• **THE TASK**: Search the records for the string "lines", then copy each line that has it.
+++ DATASET EXCERPTS
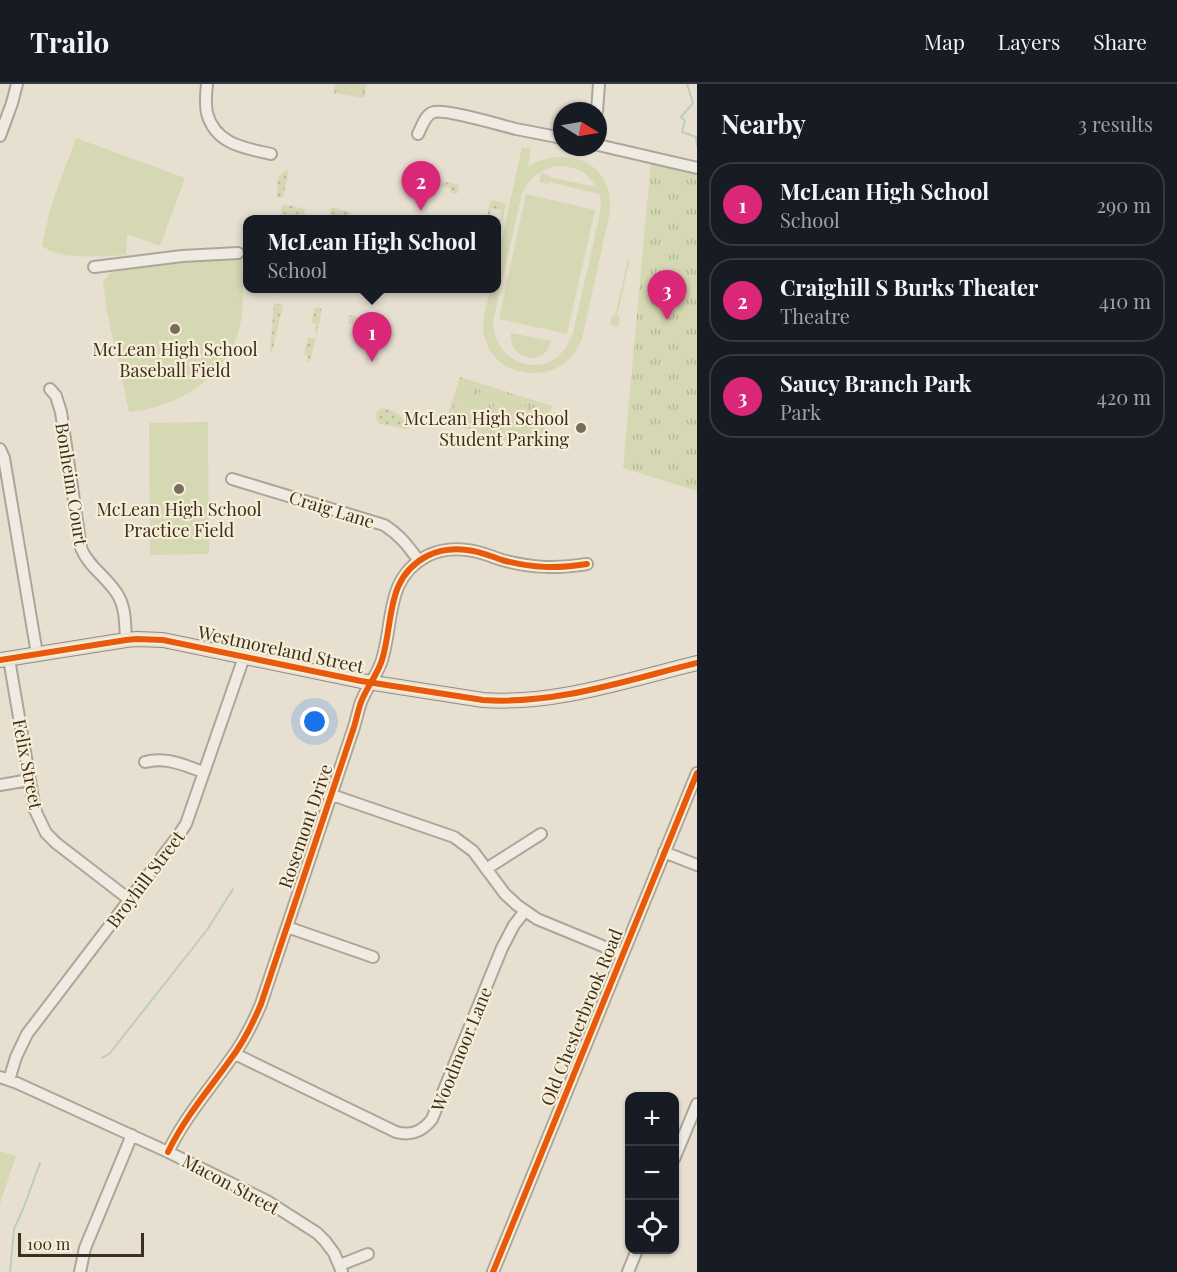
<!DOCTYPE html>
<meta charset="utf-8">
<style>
:root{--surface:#171b24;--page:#20242c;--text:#f1f3f6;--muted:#9ea1a6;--line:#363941;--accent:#db2777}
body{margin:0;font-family:"Playfair Display",serif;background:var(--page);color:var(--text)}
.controls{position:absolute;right:18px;bottom:18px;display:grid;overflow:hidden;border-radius:12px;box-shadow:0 2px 4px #0004}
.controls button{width:54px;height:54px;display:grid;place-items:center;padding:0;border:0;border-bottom:2px solid var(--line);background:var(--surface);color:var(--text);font:30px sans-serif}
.compass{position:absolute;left:553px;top:18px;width:54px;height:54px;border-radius:50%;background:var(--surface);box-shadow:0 2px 4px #0004;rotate:101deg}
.scale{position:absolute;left:18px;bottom:15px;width:126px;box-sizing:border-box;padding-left:6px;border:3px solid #3d2e20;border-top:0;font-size:16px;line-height:21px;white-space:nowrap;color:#3d2e20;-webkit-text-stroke:4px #f7eed8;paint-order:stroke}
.you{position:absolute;left:315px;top:638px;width:21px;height:21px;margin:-15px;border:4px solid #fff;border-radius:50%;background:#1a73e8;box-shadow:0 0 0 9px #1a73e833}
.badge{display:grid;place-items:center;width:39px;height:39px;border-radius:50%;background:var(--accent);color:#fff;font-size:20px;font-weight:700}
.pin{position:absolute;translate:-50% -50px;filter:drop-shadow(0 2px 3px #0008)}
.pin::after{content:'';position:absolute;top:32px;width:21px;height:18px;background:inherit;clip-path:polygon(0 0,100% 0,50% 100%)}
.popup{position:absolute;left:243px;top:131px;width:258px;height:78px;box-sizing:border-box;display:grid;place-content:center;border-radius:12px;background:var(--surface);filter:drop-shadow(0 2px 4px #0005);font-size:20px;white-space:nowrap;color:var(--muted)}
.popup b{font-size:22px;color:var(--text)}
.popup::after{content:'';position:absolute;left:50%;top:100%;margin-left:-12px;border:12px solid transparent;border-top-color:var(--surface)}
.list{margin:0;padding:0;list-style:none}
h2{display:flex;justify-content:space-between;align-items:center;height:78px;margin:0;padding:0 24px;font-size:26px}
h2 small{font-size:20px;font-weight:400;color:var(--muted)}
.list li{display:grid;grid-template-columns:39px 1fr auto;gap:18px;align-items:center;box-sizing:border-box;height:84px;margin:0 12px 12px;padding:0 12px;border:2px solid var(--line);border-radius:24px}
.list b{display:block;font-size:22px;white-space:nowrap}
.list p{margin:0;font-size:20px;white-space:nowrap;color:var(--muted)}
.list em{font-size:20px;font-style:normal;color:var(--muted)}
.icon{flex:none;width:33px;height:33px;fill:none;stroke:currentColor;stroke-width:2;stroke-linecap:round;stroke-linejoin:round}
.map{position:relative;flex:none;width:697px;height:1188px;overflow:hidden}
header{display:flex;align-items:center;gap:36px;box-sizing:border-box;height:84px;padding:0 30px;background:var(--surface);border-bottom:2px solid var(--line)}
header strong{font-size:28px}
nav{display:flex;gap:33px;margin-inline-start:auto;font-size:21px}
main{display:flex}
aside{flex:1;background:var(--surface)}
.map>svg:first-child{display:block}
.grass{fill:url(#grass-dots)}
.park{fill:url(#park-tufts)}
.pitch{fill:#d6d7b3;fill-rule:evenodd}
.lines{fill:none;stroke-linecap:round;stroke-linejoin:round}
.stream{stroke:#bcccc2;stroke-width:2}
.minor-casing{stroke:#ada599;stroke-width:14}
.major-casing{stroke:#928b80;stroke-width:16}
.minor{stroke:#efebe3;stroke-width:10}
.major{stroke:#e6e1d4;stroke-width:14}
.cycleway-casing{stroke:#f7eed8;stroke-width:10}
.cycleway{stroke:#e8590c;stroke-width:6}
.poi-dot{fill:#786c5e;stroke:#f7eed8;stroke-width:2}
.labels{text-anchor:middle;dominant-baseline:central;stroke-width:4.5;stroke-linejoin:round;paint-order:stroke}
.poi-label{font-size:18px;fill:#3d2e20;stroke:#f7eed8}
.street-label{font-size:18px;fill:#3d2e20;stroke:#f7eed8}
</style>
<header>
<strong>Trailo</strong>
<nav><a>Map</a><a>Layers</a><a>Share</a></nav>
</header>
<main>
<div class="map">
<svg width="697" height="1188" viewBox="0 0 697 1188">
<defs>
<pattern id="grass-dots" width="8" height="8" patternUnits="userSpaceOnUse" patternTransform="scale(1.5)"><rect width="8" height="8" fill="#d6d7b3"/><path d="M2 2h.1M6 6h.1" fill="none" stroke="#b9b99a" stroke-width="1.8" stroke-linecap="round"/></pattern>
<pattern id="park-tufts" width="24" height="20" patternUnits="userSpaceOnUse" patternTransform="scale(1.5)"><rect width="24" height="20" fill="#d6d7b3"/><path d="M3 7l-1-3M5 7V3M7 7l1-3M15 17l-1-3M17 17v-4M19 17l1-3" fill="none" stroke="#b9b99a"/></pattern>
</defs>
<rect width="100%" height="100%" fill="#e7e0d1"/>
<path class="grass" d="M289,86L283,113H277C278,100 275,89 289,86Z
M426,94L434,95L433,99L440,101L441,97L459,101L457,110L450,108L451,105L425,99Z
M493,116L506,120L502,138L500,137L502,127L491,125L489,135L487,132L490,118Z
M282,120L305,125L303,135H280Z
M331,123L350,128L349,135H329Z
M274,219L283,221L272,268L270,267Z
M315,223L322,225L317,250H315L316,240L311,239Z
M349,231L369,235L367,245L348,240Z
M308,253L315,255L310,278L307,277L308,272L304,271Z
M382,324C392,325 407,334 410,343L408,345L379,340L375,332L377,327Z"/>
<path class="park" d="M335,0H367L364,14L334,9Z
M651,77L697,88V407L623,384Z
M460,293L552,322L538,366L445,339Z"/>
<path class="pitch" d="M76,54L185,94L160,162L127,150L126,171C105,172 56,177 42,161L51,122Z
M522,63L531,65L528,83C555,65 596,70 608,104C610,112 610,121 610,128L582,255C578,263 574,272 566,278C538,300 492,289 484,251C481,236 487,219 491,205L496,204L497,178ZM556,82C574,82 587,87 596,103L549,93V91L541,89L539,98L548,100L549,98L599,110L601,118L600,130L573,249C569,259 563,270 553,276C533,288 505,277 497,256C494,250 494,243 493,237L522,109C529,94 540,86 556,82Z
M526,110L595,126L567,250L499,235Z
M242,172C242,194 245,220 240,242C227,294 179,323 129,328L107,228L103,198L110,189L141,180Z
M628,175H630L617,232L620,233L618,242L610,241L612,232H615Z
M511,249L551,257C546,284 508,277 511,249Z
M460,302L474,306L465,335L452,331Z
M478,308L491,312L483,341L469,337Z
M496,313L510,317L501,346L488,342Z
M515,319L528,323L519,352L506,347Z
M533,324L546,328L537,357L524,353Z
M208,338L209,470L150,471L149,339Z
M0,1067L16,1072L0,1120Z"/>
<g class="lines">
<path class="stream" d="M687,0L693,19L681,33L685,37L682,48L696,53L697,62
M102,974L110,969L207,846L233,805
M10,1188L14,1145L23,1125L40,1079"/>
<g class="minor-casing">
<path id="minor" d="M207,0C206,9 205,20 207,29C215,60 244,64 271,70
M597,27L599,0
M418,50C422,43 425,30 434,28C446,25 500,41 516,45C531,48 547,51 562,54
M0,52L12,19L17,0
M598,61L697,84
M94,183L182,172L238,169
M50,305L56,312L61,328L81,464C89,484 109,494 119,513C126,526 125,542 126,556
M0,365L4,374L37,570
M232,395L384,441C400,451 408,462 419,477
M9,575L35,726L46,749L56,759L130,816
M145,678C166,672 185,682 204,688
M0,701L29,696
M332,711L454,753L473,767L505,810L517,821L537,835L622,870
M664,768L697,781
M486,785L541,750
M287,843L373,873
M235,970L396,1048C411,1052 422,1048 432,1035L502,864L514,841L525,827
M0,993L17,999L168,1068L267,1117L317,1149L325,1157L334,1169L342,1188
M9,996L16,973L27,950L178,752L186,740L244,573
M168,1068C185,1033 208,1007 230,976C243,959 253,939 261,920L354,643C356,636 358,628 360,621C365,605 377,592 382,576C394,537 385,494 427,472C439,466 453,464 467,466C479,467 490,472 502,476C532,484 556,485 587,480
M674,1075L697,1020
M340,1181L368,1170
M80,1188L85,1164L132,1051
M493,1188L697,689
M628,1188L637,1166"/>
</g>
<g class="major-casing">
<path id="major" d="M0,576L126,556L137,555L163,556L361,597L483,616C556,621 627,596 697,579"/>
</g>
<use href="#minor" class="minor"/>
<use href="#major" class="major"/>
<g class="cycleway-casing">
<path id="cycleway" d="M0,576L126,556L137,555L163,556L361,597L483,616C556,621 627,596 697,579
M168,1068C185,1033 208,1007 230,976C243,959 253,939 261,920L354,643C356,636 358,628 360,621C365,605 377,592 382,576C394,537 385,494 427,472C439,466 453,464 467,466C479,467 490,472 502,476C532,484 556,485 587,480
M493,1188L697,689"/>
</g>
<use href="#cycleway" class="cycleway"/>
</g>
<g class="poi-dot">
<circle cx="175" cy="245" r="6"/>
<circle cx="581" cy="344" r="6"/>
<circle cx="179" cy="405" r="6"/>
</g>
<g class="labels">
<g class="poi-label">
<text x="175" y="265">McLean High School<tspan x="175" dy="21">Baseball Field</tspan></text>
<text x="569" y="334" text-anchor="end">McLean High School<tspan x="569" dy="21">Student Parking</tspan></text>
<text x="179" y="425">McLean High School<tspan x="179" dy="21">Practice Field</tspan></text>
</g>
<g class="street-label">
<text transform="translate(72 400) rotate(81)">Bonheim Court</text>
<text transform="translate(332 425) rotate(17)">Craig Lane</text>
<text transform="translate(281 565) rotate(12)">Westmoreland Street</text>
<text transform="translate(28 680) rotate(79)">Felix Street</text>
<text transform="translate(305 742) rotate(-71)">Rosemont Drive</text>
<text transform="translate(145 795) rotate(-53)">Broyhill Street</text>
<text transform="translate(581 933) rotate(-68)">Old Chesterbrook Road</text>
<text transform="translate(461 965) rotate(-68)">Woodmoor Lane</text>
<text transform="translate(231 1100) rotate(28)">Macon Street</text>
</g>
</g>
</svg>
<div class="controls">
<button>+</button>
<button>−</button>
<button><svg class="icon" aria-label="locate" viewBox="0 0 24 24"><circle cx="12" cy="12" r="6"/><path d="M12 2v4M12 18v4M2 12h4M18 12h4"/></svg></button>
</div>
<svg class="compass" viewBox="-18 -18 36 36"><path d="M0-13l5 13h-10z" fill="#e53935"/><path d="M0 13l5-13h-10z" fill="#9ea1a6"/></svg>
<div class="scale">100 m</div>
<div class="you"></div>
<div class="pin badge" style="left:372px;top:278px">1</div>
<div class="popup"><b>McLean High School</b>School</div>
<div class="pin badge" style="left:421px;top:127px">2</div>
<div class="pin badge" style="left:667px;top:236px">3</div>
</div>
<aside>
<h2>Nearby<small>3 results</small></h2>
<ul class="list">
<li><span class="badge">1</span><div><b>McLean High School</b><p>School</p></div><em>290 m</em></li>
<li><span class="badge">2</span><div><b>Craighill S Burks Theater</b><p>Theatre</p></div><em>410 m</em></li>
<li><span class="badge">3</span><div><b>Saucy Branch Park</b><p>Park</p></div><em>420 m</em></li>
</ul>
</aside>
</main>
++++++
• **ANSWER AREA**:
.lines{fill:none;stroke-linecap:round;stroke-linejoin:round}
<g class="lines">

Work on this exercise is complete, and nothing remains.